Hard border would bring new wave of violence, says report
YOUNG people in Northern Ireland will be “groomed into violent activity” if a hard border emerges after Brexit, a new report has warned.
The return of violence is inevitable with the “only issue” being on what scale, it said.
The study compiled by the chairs of two Unesco committees also warns that rushing into a referendum on a united Ireland would also result in conflict.
A key problem identified by Professors Mark Brennan and Pat Dolan is that the ‘Agreement generation’ has no memory of the harm caused by the decades of bloodshed.
They say older people have not shared enough about “the horrors of war” that is termed “the period of the Troubles”.

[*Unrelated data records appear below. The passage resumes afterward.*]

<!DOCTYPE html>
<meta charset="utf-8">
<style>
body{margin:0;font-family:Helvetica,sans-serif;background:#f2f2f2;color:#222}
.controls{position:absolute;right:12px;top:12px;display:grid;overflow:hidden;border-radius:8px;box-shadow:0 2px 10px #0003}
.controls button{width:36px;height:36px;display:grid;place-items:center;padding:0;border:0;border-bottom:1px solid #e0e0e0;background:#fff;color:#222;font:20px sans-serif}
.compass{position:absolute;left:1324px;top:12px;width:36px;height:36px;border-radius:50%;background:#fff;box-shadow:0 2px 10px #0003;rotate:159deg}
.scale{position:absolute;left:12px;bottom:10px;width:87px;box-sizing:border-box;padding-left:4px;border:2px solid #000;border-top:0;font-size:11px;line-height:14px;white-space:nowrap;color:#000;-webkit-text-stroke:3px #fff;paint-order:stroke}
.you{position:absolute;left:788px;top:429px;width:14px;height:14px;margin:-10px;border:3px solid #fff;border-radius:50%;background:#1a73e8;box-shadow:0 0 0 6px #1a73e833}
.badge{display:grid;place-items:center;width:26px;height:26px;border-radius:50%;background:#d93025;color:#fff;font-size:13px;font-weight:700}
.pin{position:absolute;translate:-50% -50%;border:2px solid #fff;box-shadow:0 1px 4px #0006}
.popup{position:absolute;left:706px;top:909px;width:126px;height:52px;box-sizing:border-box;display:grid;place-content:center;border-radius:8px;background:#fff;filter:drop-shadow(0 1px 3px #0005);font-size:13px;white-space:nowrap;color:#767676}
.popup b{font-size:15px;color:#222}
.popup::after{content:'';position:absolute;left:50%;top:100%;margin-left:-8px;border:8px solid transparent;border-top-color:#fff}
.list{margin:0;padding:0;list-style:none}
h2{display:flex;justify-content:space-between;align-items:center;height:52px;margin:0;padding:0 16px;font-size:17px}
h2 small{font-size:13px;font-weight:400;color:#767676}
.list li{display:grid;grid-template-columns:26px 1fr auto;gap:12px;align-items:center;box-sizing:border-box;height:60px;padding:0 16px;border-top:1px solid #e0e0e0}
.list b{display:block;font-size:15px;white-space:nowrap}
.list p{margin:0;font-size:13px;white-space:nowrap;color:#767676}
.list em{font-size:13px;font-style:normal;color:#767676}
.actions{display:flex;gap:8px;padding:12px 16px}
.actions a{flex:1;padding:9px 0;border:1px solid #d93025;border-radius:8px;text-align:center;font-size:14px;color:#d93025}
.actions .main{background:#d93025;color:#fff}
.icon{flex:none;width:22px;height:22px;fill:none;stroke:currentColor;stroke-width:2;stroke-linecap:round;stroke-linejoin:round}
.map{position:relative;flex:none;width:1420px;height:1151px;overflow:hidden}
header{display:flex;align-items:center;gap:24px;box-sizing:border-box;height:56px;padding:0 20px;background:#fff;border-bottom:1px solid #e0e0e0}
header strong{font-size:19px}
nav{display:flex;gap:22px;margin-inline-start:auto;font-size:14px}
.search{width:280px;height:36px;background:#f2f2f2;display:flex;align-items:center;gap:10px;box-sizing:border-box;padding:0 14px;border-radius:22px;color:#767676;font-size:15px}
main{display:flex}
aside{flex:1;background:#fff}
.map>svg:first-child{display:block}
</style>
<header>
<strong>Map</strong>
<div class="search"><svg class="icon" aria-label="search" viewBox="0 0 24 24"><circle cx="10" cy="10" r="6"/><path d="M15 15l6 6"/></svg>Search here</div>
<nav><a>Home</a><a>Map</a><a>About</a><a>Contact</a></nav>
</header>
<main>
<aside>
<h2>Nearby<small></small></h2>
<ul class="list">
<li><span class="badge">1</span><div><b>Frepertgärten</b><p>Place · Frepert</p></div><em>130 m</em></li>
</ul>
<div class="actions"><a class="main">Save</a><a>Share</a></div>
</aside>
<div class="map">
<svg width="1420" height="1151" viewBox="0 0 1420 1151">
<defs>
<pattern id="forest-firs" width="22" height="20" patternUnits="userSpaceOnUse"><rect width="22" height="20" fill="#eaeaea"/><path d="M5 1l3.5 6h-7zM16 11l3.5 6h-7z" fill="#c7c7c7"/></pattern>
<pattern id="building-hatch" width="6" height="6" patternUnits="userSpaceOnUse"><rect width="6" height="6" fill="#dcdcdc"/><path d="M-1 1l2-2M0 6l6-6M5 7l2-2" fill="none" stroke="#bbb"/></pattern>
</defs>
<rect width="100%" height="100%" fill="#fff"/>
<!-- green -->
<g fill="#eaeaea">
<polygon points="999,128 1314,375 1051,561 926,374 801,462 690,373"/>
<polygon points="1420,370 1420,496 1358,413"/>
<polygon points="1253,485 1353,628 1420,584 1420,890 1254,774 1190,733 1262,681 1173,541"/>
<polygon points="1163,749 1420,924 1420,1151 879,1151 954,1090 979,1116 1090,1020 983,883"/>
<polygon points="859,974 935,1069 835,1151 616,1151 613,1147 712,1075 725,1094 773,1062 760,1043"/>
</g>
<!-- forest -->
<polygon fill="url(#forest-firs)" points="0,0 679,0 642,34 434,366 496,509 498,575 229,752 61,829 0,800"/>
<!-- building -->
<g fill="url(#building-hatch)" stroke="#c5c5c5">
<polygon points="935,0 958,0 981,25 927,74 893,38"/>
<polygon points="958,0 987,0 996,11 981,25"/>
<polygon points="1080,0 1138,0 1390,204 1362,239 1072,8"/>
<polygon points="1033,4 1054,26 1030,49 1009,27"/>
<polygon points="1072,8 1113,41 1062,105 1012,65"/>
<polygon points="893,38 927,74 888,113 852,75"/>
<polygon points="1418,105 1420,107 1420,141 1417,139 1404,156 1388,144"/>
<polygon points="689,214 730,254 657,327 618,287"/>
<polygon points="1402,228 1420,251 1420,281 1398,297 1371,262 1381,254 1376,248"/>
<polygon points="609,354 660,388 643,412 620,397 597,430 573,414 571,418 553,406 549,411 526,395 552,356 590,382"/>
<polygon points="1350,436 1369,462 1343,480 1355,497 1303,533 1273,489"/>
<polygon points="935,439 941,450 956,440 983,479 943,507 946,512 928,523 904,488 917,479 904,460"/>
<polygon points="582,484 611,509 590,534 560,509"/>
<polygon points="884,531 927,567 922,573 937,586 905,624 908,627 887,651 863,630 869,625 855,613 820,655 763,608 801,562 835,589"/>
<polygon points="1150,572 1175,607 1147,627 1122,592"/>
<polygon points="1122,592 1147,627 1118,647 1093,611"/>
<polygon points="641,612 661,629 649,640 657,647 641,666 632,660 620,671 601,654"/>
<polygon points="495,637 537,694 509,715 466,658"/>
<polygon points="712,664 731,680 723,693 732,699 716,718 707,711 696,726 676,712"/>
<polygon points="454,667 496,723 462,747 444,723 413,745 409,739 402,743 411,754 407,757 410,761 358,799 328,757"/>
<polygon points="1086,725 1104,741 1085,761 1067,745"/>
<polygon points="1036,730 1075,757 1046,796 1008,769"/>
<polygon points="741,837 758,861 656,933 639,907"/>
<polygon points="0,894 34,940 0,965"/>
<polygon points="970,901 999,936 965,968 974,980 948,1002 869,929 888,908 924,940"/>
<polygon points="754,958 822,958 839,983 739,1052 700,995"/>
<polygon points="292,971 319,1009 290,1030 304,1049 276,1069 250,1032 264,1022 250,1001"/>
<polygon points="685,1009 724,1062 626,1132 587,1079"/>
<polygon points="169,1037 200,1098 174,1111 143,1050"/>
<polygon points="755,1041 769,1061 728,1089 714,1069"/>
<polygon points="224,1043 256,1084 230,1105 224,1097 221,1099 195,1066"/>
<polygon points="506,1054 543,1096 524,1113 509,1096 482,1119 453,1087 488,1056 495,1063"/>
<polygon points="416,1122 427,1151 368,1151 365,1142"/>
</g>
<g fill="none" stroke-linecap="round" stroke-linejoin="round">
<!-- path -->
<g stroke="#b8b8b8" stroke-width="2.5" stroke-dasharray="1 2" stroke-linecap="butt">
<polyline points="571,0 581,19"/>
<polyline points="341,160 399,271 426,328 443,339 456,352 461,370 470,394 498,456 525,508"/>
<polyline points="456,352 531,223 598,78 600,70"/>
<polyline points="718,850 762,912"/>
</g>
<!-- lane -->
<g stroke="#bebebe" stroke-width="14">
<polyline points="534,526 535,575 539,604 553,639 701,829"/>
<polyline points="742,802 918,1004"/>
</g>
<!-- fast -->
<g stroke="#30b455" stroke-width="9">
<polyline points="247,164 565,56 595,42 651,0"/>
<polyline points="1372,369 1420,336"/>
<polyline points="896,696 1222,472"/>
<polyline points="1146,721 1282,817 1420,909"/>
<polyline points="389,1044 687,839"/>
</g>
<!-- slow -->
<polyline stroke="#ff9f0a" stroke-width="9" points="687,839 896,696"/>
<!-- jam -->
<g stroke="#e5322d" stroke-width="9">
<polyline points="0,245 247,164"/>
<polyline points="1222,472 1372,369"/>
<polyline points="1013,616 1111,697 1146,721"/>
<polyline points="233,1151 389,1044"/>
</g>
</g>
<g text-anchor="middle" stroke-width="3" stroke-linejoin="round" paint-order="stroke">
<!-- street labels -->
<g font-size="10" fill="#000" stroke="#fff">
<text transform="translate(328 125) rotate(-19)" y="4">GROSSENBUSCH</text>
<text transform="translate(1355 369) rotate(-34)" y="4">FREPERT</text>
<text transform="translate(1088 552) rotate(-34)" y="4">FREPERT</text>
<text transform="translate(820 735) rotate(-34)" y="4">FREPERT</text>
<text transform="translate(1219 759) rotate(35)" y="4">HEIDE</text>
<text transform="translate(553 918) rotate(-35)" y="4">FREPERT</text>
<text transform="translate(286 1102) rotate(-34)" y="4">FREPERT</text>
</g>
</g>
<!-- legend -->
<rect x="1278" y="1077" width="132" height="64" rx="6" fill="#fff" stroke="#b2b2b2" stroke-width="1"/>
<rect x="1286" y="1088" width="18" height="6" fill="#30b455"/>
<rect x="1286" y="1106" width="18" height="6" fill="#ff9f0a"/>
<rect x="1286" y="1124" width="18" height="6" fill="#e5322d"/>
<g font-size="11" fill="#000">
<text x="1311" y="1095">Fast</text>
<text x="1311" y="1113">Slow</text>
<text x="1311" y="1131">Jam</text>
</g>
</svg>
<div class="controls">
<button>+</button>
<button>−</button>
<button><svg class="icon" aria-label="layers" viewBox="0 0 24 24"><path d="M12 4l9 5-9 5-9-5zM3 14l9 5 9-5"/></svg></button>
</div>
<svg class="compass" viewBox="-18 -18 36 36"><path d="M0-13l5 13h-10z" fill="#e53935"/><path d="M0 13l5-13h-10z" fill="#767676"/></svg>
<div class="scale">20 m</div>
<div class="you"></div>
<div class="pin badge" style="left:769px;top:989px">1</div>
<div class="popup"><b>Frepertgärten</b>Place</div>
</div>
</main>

Instead some of the violence has been “romaniticised”.
“This lack of capacity to discuss in real ways what happened can unintentionally act in favour of those who would prefer to give youth (and particularly vulnerable and impressionable young people) a false, almost romantic, retrospection of the past up to and including a very sectarian analysis,” the report said.
It adds that nationalist youths who are marginalised will be susceptible “to being groomed into violent activity by dissident republicans including the ‘New IRA’”, which detonated a car bomb outside the courthouse in Londonderry last month.
The professors say the deconstruction of a border “swiftly after its creation could become the absolute raison d’etre for youth becoming engaged in violence”.
The report added: “In as little as six weeks it is possible that a hard border could materialise due to a no-deal Brexit triggering a return to violence in Northern Ireland.”
It said “all indications” that pushing for a border poll against this backdrop — as advocated by Sinn Fein — would also spark violence.
“The only question in both scenarios will be the scale of the violence.”
Professor Brennan is the Unesco chair for community, leadership and youth development and professor of leadership and community development at the Pennsylvania State University.
Professor Dolan is director of the Unesco child and family research centre at the National University of Ireland, Galway and holds the Unesco chair in children, youth and civic engagement.
They were assisted by Michael Ortiz, a counter-terrorism expert and former security adviser to the Obama administration.